Dorel Industries Inc.
- Company type: Public
- Traded as: TSX: DII.B
- Industry: Conglomerate
- Founded: 1962; 64 years ago
- Founders: Leo Schwartz Martin Schwartz Alan Schwartz Jeff Segel
- Headquarters: Montreal, Quebec, Canada
- Key people: Martin Schwartz Jeffrey Schwartz Alan Schwartz Jeff Segel
- Revenue: US$2.603 billion (2017)
- Net income: US$58.3 million (2017)
- Total assets: US$2.172 billion (2017)
- Number of employees: 10,000 (2018)
- Divisions: 2
- Website: www.dorel.com

= Dorel Industries =

Canadian furniture and children's products company

Dorel Industries Inc. is a Canadian company, based in Montreal, Quebec, which designs and manufactures juvenile products and home furnishings. Its Dorel Sports division, sold in 2022, sold bicycles. It was formed in 1987 as a result of a merger between Dorel Co. Ltd., founded in 1962 by Leo Schwartz and Ridgewood Industries, founded in 1969. Dorel employs approximately 10,000 people and its products are sold in over 100 countries.

==Product segments==
Dorel divides its brands into the following product segments.

===Dorel Juvenile===
Dorel Juvenile is a manufacturer of juvenile products, including car seats, play yards, high chairs, bath accessories, infant health, home safety and feeding products. The company sells more than 8 million children's car seats globally each year.

Juvenile products are designed, manufactured and marketed under several brand names, including Safety 1st, Maxi-Cosi, Quinny and Tiny Love. Regional brands include Cosco, Infanti, Bertini Baby, Bébé Confort, Mother's Choice, and Voyage.

Dorel Juvenile USA is headquartered in Foxborough, Massachusetts, and has a design and development center in Columbus, Indiana. In these locations, the company builds from the concept stage through development. The main US manufacturing facility is also in Columbus, allowing the company to produce many products within the United States. The Dorel Technical Center for Child Safety, also in Columbus, features research and design facilities.

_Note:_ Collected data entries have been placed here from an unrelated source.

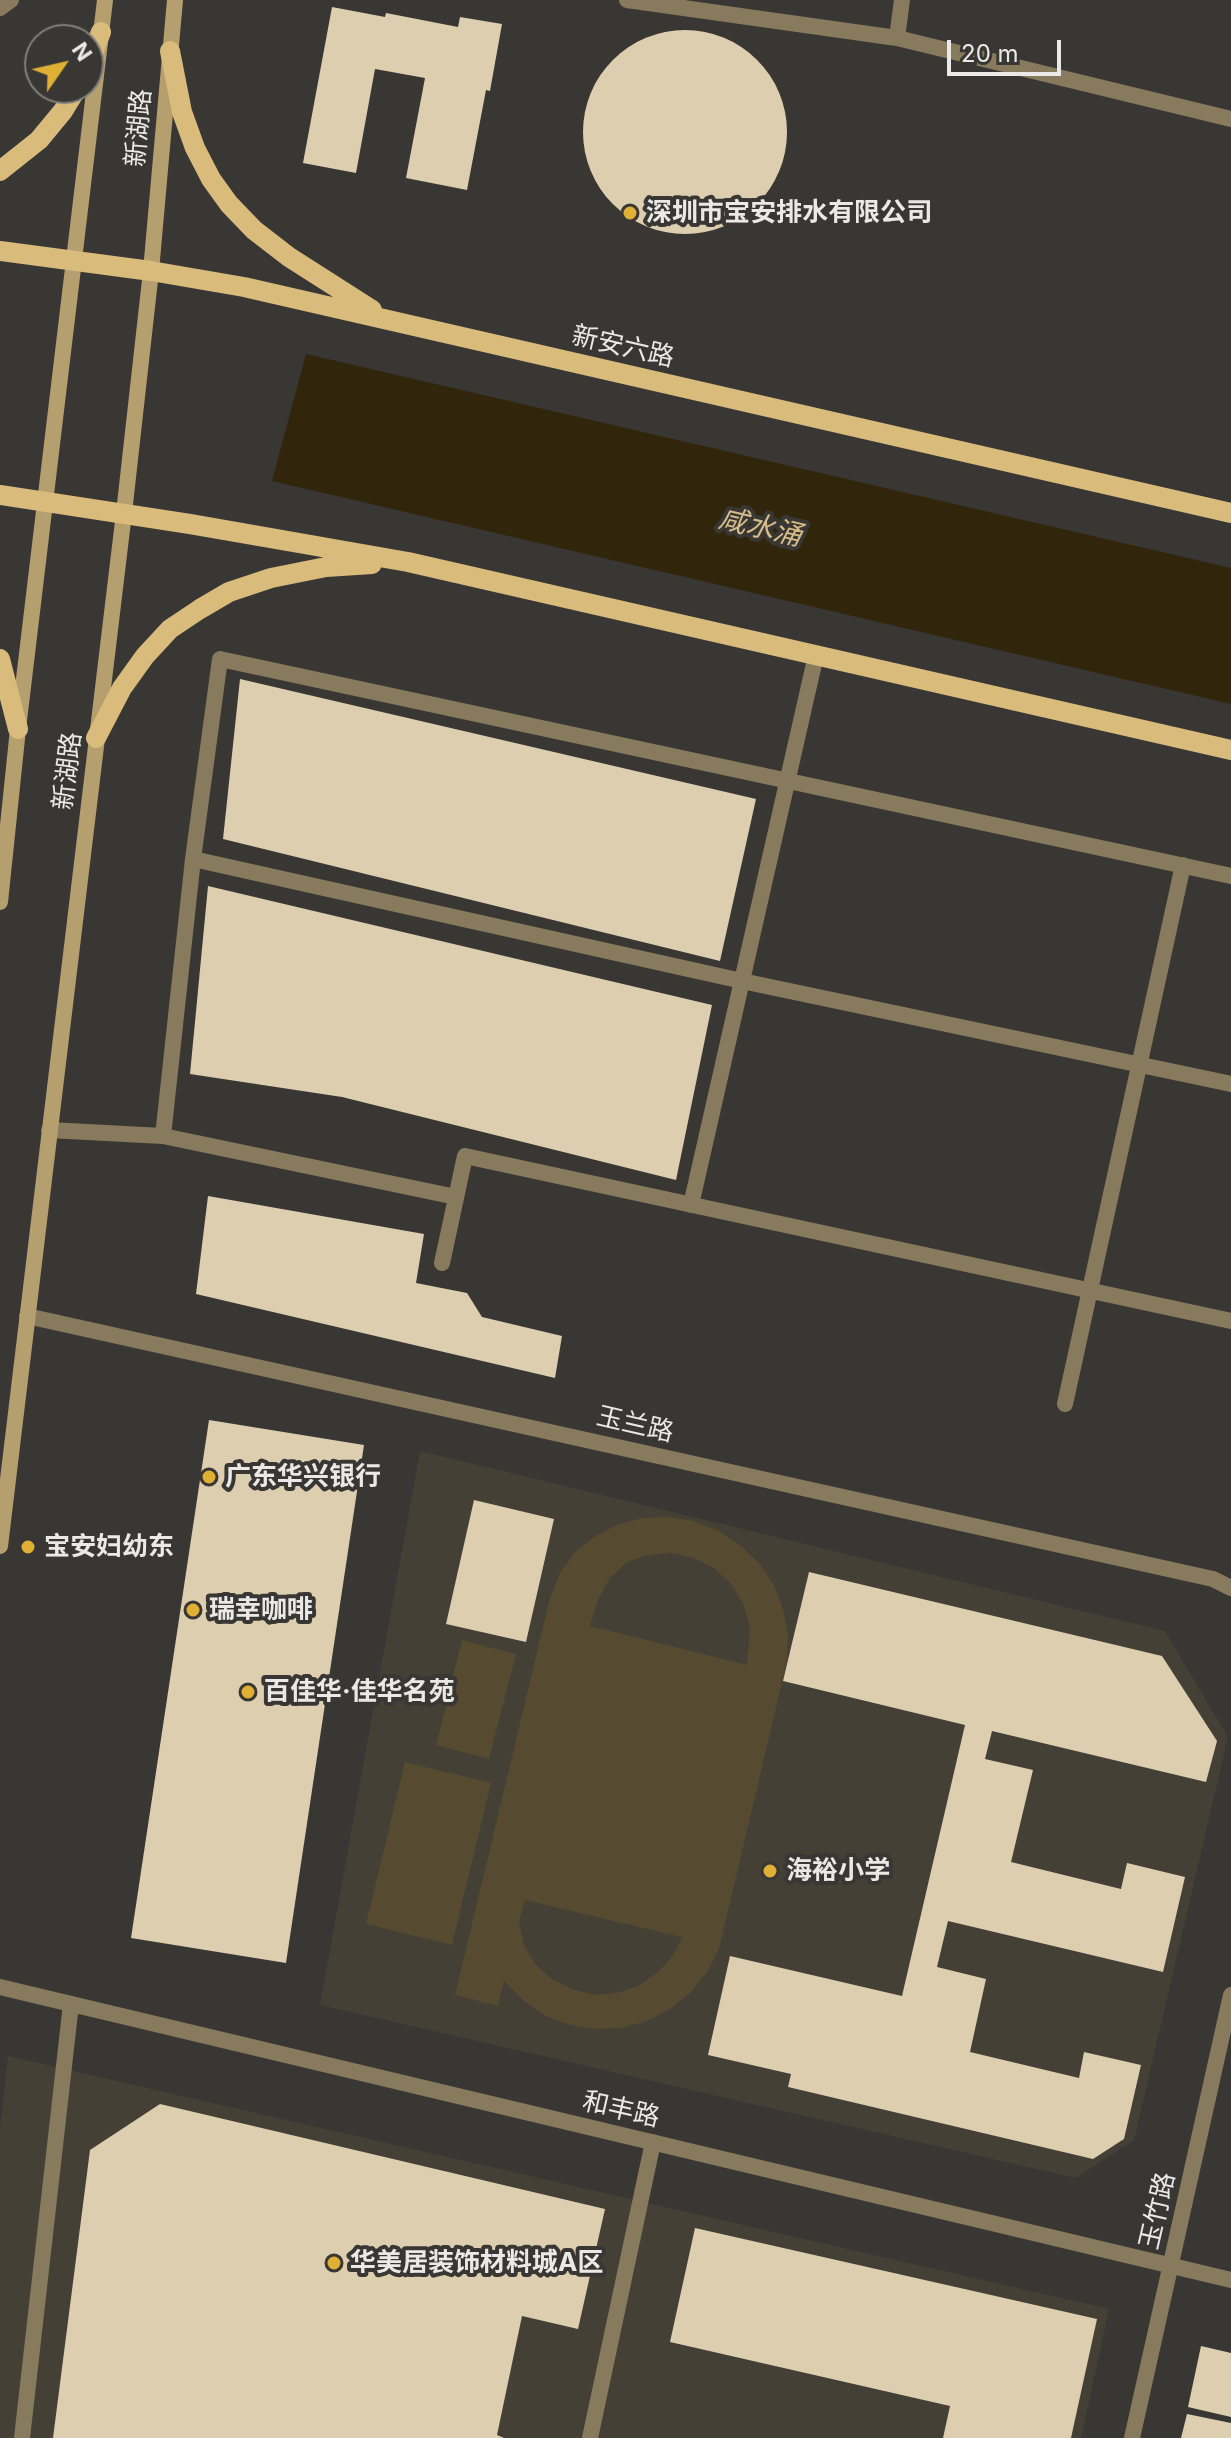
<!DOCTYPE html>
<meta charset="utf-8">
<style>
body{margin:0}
#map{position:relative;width:1231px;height:2438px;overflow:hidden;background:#393734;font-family:Inter,sans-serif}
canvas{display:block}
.north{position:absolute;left:24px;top:24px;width:80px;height:80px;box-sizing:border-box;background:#393734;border:2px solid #807e7c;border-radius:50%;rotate:56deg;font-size:22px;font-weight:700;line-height:32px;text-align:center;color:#eae9e7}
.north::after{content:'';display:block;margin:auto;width:28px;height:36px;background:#e0b034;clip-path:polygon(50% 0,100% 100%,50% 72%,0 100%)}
.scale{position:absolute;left:947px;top:40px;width:114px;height:36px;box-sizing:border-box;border:4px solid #eae9e7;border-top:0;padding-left:10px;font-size:24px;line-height:28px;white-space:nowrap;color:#eae9e7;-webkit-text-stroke:6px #393734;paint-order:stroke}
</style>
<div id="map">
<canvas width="1231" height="2438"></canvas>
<div class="north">N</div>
<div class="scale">20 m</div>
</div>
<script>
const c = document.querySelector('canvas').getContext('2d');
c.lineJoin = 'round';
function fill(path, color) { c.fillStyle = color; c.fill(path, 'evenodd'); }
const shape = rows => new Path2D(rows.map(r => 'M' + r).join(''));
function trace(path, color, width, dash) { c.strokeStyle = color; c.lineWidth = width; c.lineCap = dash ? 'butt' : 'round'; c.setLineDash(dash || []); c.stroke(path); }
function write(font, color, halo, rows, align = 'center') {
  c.font = font + ' Inter,"Noto Sans SC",sans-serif'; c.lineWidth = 8; c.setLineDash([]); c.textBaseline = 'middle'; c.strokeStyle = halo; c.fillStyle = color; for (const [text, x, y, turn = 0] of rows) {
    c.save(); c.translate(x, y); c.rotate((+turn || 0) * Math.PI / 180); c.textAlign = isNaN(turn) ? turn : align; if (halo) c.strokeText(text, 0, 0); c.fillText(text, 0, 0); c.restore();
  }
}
const built = shape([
 [420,1451,1165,1631,1228,1737,1134,2140,1076,2178,320,2005],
 [8,2056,1109,2309,1081,2438,0,2438,0,2129]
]);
const green = shape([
 [668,1517,694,1521,719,1531,740,1545,759,1563,774,1585,783,1609,788,1635,787,1661,719,1949,707,1972,690,1993,670,2009,647,2021,622,2028,596,2029,570,2025,546,2016,524,2001,504,1981,498,2006,455,1995,550,1598,560,1573,574,1553,594,1537,617,1525,642,1518],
 [672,1553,694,1558,715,1569,731,1584,743,1604,750,1627,747,1665,590,1626,598,1600,610,1578,627,1562,648,1555],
 [525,1900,681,1937,682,1938,672,1957,657,1973,638,1986,617,1993,594,1995,572,1989,552,1979,535,1964,524,1945,519,1922],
 [462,1640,516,1654,489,1759,436,1745],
 [405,1762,491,1783,452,1945,366,1924]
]);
const water = shape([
 [306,354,1231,568,1231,704,272,481]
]);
const building = shape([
 [332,7,385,17,386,13,458,27,460,17,502,24,490,91,486,90,467,190,406,178,425,78,375,69,356,173,303,163],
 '583 132a102 102 0 1 1 204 0a102 102 0 1 1-204 0Z',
 [240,679,756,799,720,961,223,839],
 [208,886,712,1005,676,1180,342,1097,190,1074],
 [208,1196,424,1234,416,1283,467,1293,482,1317,562,1336,555,1378,196,1294],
 [209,1420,364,1445,286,1963,131,1938],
 [474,1500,554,1519,526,1642,446,1624],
 [809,1572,1162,1656,1217,1741,1206,1782,992,1731,985,1759,1033,1770,1011,1862,1121,1889,1127,1863,1185,1877,1163,1972,948,1921,937,1967,986,1979,970,2052,1079,2078,1084,2052,1141,2065,1124,2139,1093,2159,788,2087,791,2074,708,2055,730,1956,902,1996,965,1725,783,1681],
 [160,2104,605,2209,578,2329,522,2316,497,2435,504,2438,53,2438,90,2150],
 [695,2228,1097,2319,1071,2438,943,2438,950,2406,670,2342],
 [1201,2346,1231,2353,1231,2417,1188,2407],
 [1187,2414,1231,2423,1231,2438,1181,2438]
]);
const service = shape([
 [0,8,11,0],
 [193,859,742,981,1231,1084],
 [49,1130,163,1136,456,1197],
 [163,1136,193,859,220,659,1231,876],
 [691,1205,816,655],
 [442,1263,465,1156,1231,1321],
 [1065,1404,1183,865],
 [22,2438,71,2004]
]);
const minor = shape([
 [627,0,897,38,1231,119],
 [897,38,902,0],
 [590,2438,653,2142]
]);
const tertiary = shape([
 [27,1316,1213,1579,1231,1588],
 [0,1987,1231,2280],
 [1132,2438,1231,1995]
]);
const secondary = shape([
 [0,902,18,729,105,0],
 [0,1546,124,513,151,271,175,0]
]);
const primary = shape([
 [170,51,182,112,195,148,211,179,229,204,254,230,289,257,372,310],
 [88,65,101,32],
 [0,171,39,140,63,111,77,88],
 [0,251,151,271,244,287,1231,513],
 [0,495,190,524,408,562,1231,750],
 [0,659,18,729],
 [96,738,122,688,145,656,170,629,200,609,229,592,271,578,326,567,372,564]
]);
const markers = [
 [630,213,8,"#e0b034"],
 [209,1477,8,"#e0b034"],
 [28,1547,8,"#e0b034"],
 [193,1610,8,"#e0b034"],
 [248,1692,8,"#e0b034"],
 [770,1871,8,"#e0b034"],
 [334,2263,8,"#e0b034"]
];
const streetNames = [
 ["新湖路",139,128,-85],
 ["新安六路",623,347,13],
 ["新湖路",68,771,-83],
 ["玉兰路",635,1425,13],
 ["和丰路",621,2110,13],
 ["玉竹路",1158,2211,-77]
];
const poiNames = [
 ["深圳市宝安排水有限公司",646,213],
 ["广东华兴银行",225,1477],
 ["宝安妇幼东",44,1547],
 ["瑞幸咖啡",209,1610],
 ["百佳华·佳华名苑",264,1692],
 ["海裕小学",786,1871],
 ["华美居装饰材料城A区",350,2263]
];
const waterNames = [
 ["咸水涌",760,528,13]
];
fill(built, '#444036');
fill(green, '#564a30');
fill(water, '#31250b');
fill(building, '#ddceb0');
trace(service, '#887a5c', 16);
trace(minor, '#887a5c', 16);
trace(tertiary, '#887a5c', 16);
trace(secondary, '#b69f6e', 16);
trace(primary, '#d9bb7c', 20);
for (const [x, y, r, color] of markers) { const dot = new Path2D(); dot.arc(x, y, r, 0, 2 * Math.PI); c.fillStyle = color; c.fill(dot); trace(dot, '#393734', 3); }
write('26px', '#eae9e7', '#393734', streetNames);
write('bold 26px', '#eae9e7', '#393734', poiNames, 'left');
write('italic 28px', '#d5bc88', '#393734', waterNames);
</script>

Similar facilities exist in Europe with substantial operations in South America. In 2014 Dorel purchased the juvenile operations of the Lerado Group, providing the company with its first owned facilities in China and Taiwan.

===Dorel Home===
Products include home and commercial office furniture in metal or wood, storage cabinets and cubes with storage bins, futons, bunk beds, mattresses, dining tables and upholstered furniture, TV Stands and living room furniture like coffee and end tables, metal folding furniture, step stools, ladders.

The Dorel umbrella for home furnishings includes: The Novogratz, Cosco Home & Office, Ameriwood Industries, Dorel Home Products (DHP) and Dorel Living (formerly Dorel Asia). Dorel Home does significant on-line business.

==Former division==

===Dorel Sports===
In 2004, Dorel acquired Pacific Cycle, a company that designs, markets, and distributes branded bicycles and other recreational products. In February 2008, Dorel purchased the Cannondale Bicycle Corporation and SUGOI Performance Apparel. In July 2009, Dorel announced its acquisition of Iron Horse Bicycles. In August 2013, Dorel announced its acquisition of Brazil-based Bicicletas Caloi S/A.

The Dorel Sports segment comprises three operating divisions:
- The Cycling Sports Group division, which deals specifically with the independent bicycle dealers' channel
- The Pacific Cycle division, which deals with the mass merchant and sporting goods channel
- Caloi: largest bicycle brand in Latin America and leader in Brazil

Dorel markets its sports products under the brand names of Cannondale, Schwinn, GT Bicycles, Mongoose, Caloi, IronHorse, Roadmaster, SUGOI (sold to Garneau June 2018), and Fabric.

In October 2021, Dorel Sports was sold to Dutch Pon Holdings.